By Ian Guy, Superside.com
October 19 2005
Superside FIM Sidecar World Championship
Sidecar racing was an integral part of the FIM Road Racing Grand Prix circus from its inception in 1949. The class has come a long way in the intervening years, with the most notable change being the move from motorcycle and sidecar to purpose-built single unit machines.
Englishman Eric Oliver was the supreme rider in the earliest years, taking four titles in the first five seasons with Norton, before the arrival of the Germans and BMW. Noll, Faust, Hillebrand, Schneider, and Fath took seven World Championships between 1954 and 1960. The first half of the 1960s was the era of Max Deubel and Emil Horner, who combined to take four consecutive titles.
By the turn of the ’70s, Klaus Enders was the rider to beat, winning a then record of six World Championships in a nine year period. Enders was followed by fellow German Rolf Steinhausen, who took victory in ’75 and ’76 - the first for a two-stroke machine, and ending BMW’s twenty year domination of the sport. In 1977 George O’Dell brought the title back to Britain for the first time since Oliver in 1953.
By the end of the decade, young riders from across Europe began to take on the German and British domination. Swiss ace Rolf Biland won his first of seven titles in 1978, while Frenchman Alain Michel was adept at winning races, but he would have to wait many years to lift the crown. In the ’80s they were joined on the scene by Egbert Streuer and Steve Webster.

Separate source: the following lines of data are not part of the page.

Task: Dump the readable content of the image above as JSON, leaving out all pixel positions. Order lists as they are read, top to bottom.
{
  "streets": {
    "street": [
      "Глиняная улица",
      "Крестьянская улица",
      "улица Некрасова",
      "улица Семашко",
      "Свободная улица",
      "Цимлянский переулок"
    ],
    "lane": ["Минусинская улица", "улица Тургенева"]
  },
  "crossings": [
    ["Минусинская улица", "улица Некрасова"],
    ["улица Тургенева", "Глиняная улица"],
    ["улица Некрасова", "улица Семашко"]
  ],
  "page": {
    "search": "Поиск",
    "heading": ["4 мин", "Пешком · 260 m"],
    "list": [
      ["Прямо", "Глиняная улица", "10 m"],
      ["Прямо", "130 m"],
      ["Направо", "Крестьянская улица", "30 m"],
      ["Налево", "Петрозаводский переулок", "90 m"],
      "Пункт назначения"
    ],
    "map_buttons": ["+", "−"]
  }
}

These four, partnered most often by Kurt Waltisberg (Biland), Jean-Marc Fresc (Michel), Bernie Schnieders (Streuer), and either Tony Hewitt or Gavin Simmons (Webster), were the dominant riders of the era. From 1987 to 1991 these men shared the top four places in the championship every time - and kept the title in their close knit group from 1983 to 1994.
Biland’s career of twenty-one years led him to those seven championship titles, and an equal number of runner-up spots. Streuer took the crown in 1984-85-86, and Michel’s long wait ended in 1990. Webster was the top man in 1987-88-89, and he has since added seven more titles, including 2004 to take the record into double figures.
Since 1997, Grand Prix racing has concentrated on the solo classes, and the three-wheelers moved from the GP package of races to World Superbike events, changing the class to 1000cc four-stroke power. 2005 sees an independent new start for the sidecar class. Its popularity has for a long time been concentrated in Britain, Germany, Holland and Switzerland, and other parts of Northern Europe, and these countries will provide a healthy grid for the 2005 season, but promotors Superside have plans to again take the FIM Sidecar World Championship around the world in the coming years.